Recombinant erythropoietin (EPO) revolutionized the treatment of chemotherapy-induced anemia by reducing red cell transfusions, but recent clinical trials indicate that EPO may worsen cancer survival [1–8]. Whereas venous thromboembolism associated with EPO therapy is a well-recognized risk, the extent to which EPO may stimulate tumor progression through effects on tumor cells, tumor blood vessels, and alternate mechanisms remains unclear. The notion that EPO exerts off-target effects is supported by the observed activity of this growth factor in a variety of nonhematopoietic tissues including the endothelium, uterus, heart, brain, retina, muscle, and kidney . Binding sites for EPO in malignant lung cancer cells were discovered more than 15 years ago , and EPO receptor (EPOR) mRNA and protein expression has since been detected in diverse cancer types . Whereas the potential for EPO to promote tumor growth was raised almost 50 years ago , concern was elevated by the adverse effects of EPO on tumor progression and survival observed in the aforementioned oncology trials.

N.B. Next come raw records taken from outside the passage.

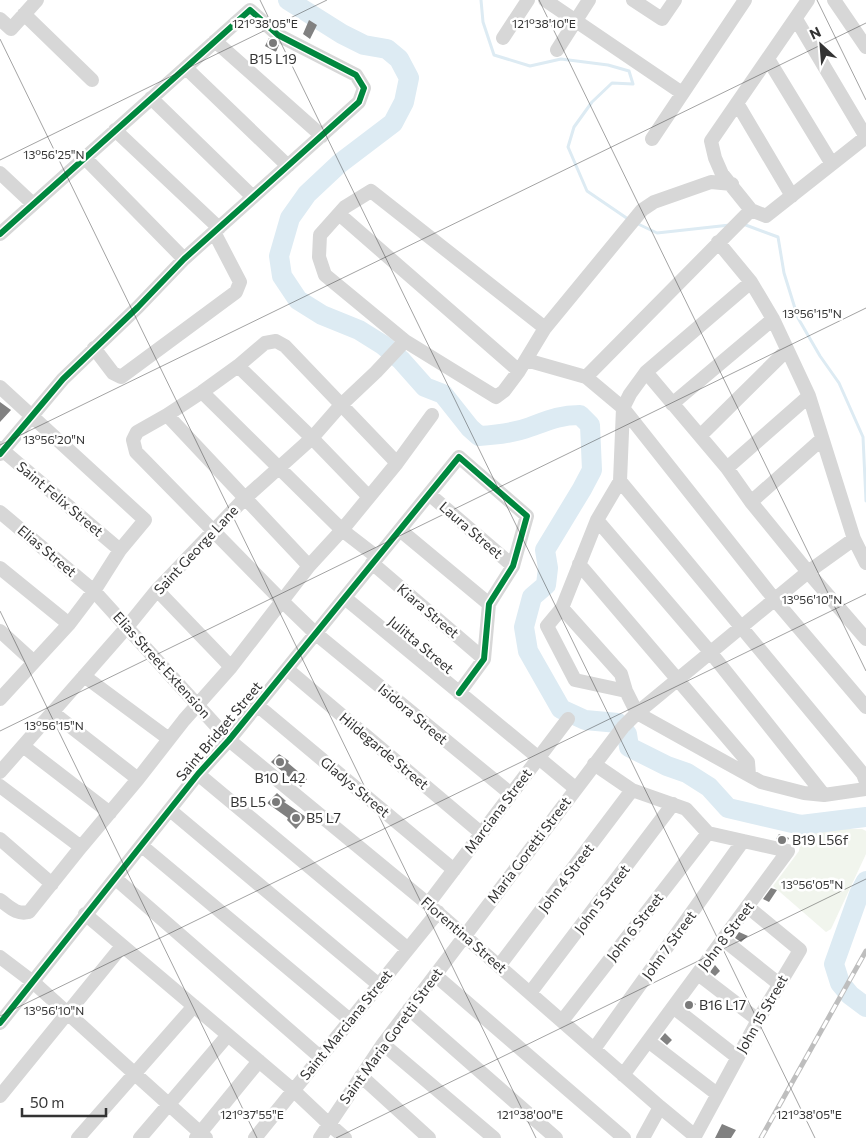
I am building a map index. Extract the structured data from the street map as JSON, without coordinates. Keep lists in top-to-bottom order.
{
  "streets": {
    "street": [
      "Saint Felix Street",
      "Laura Street",
      "Saint George Lane",
      "Elias Street",
      "Kiara Street",
      "Julitta Street",
      "Elias Street Extension",
      "Isidora Street",
      "Saint Bridget Street",
      "Hildegarde Street",
      "Gladys Street",
      "Marciana Street",
      "Maria Goretti Street",
      "John 4 Street",
      "John 5 Street",
      "John 6 Street",
      "Florentina Street",
      "John 8 Street",
      "John 7 Street",
      "John 15 Street",
      "Saint Marciana Street",
      "Saint Maria Goretti Street"
    ]
  },
  "crossings": [
    ["Laura Street", "Saint Bridget Street"],
    ["Saint George Lane", "Kiara Street"],
    ["Saint George Lane", "Elias Street Extension"],
    ["Saint George Lane", "Isidora Street"],
    ["Elias Street", "Elias Street Extension"],
    ["Kiara Street", "Saint Bridget Street"],
    ["Julitta Street", "Saint Bridget Street"],
    ["Julitta Street", "Marciana Street"],
    ["Julitta Street", "Maria Goretti Street"],
    ["Elias Street Extension", "Saint Bridget Street"],
    ["Elias Street Extension", "Florentina Street"],
    ["Isidora Street", "Saint Bridget Street"],
    ["Isidora Street", "Marciana Street"],
    ["Saint Bridget Street", "Hildegarde Street"],
    ["Saint Bridget Street", "Gladys Street"],
    ["Saint Bridget Street", "Florentina Street"],
    ["Hildegarde Street", "Marciana Street"],
    ["Gladys Street", "Marciana Street"],
    ["Marciana Street", "Florentina Street"],
    ["Marciana Street", "Saint Marciana Street"],
    ["Maria Goretti Street", "Florentina Street"],
    ["Maria Goretti Street", "Saint Maria Goretti Street"],
    ["John 4 Street", "Florentina Street"],
    ["John 5 Street", "Florentina Street"],
    ["John 6 Street", "Florentina Street"],
    ["John 6 Street", "John 8 Street"],
    ["Florentina Street", "John 8 Street"],
    ["Florentina Street", "John 7 Street"],
    ["Florentina Street", "John 15 Street"],
    ["Florentina Street", "Saint Marciana Street"],
    ["Florentina Street", "Saint Maria Goretti Street"],
    ["John 8 Street", "John 7 Street"],
    ["John 8 Street", "John 15 Street"]
  ],
  "places": [
    "B15 L19",
    "B10 L42",
    "B5 L5",
    "B5 L7",
    "B19 L56f",
    "B16 L17"
  ],
  "scale_bar": "50 m",
  "north": "top left",
  "coordinates": [
    "121°38'05\"E",
    "121°38'10\"E",
    "13°56'25\"N",
    "13°56'15\"N",
    "13°56'20\"N",
    "13°56'10\"N",
    "13°56'05\"N",
    "121°37'55\"E",
    "121°38'00\"E"
  ]
}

While definitive determination of the risk of EPO-induced tumor progression must come from clinical investigations, studies in cell lines and animal models may yield insights into mechanisms of EPO-induced off-target effects. In vitro studies using cancer cell lines, although disparate, suggest that EPO/EPOR signal transduction can stimulate the proliferation, survival, and/or migration of at least certain malignant cell lines . Animal models allow the opportunity to investigate the effects of EPO on tumors in a physiologic context. In at least eight independent studies of both syngeneic and xenogeneic subcutaneous tumor implantation, exogenous EPO administration at doses that significantly increased hematocrit levels did not alter tumor growth, angiogenesis, chemosensitivity, or radiosensitivity [11,13]. Furthermore, in at least 10 studies, exogenous EPO actually enhanced the effects of chemotherapy, radiotherapy, or photodynamic therapy on tumor ablation, and in two studies, EPO alone seemed to stimulate tumor regression . In contrast, EPO increased tumor growth in a syngeneic tumor implant model and in a methylcholanthrene-induced fibrosarcoma model, effects that were attributed to increased tumor microvessel density . Similarly, coadministration of EPO along with syngeneic breast tumor implants in a rat skin-fold window chamber model increased neovascularization and tumor growth . In addition, EPO was reported to enhance the growth of human tumor xenografts after mock surgical trauma . Finally, several studies have investigated the effects of local EPO blockade on tumor growth. Local injections of soluble EPOR, anti-EPO antibodies, and antagonistic EPO mimetic peptides resulted in tumor cell destruction and reduction of vascularity in human tumor xenografts [17,18]. Similarly, soluble EPOR, anti-EPO antibodies, and a nonfunctional mutant ligand (EPO103A) reduced angiogenesis and delayed growth of syngeneic tumors in the aforementioned rat skin-fold window chamber model .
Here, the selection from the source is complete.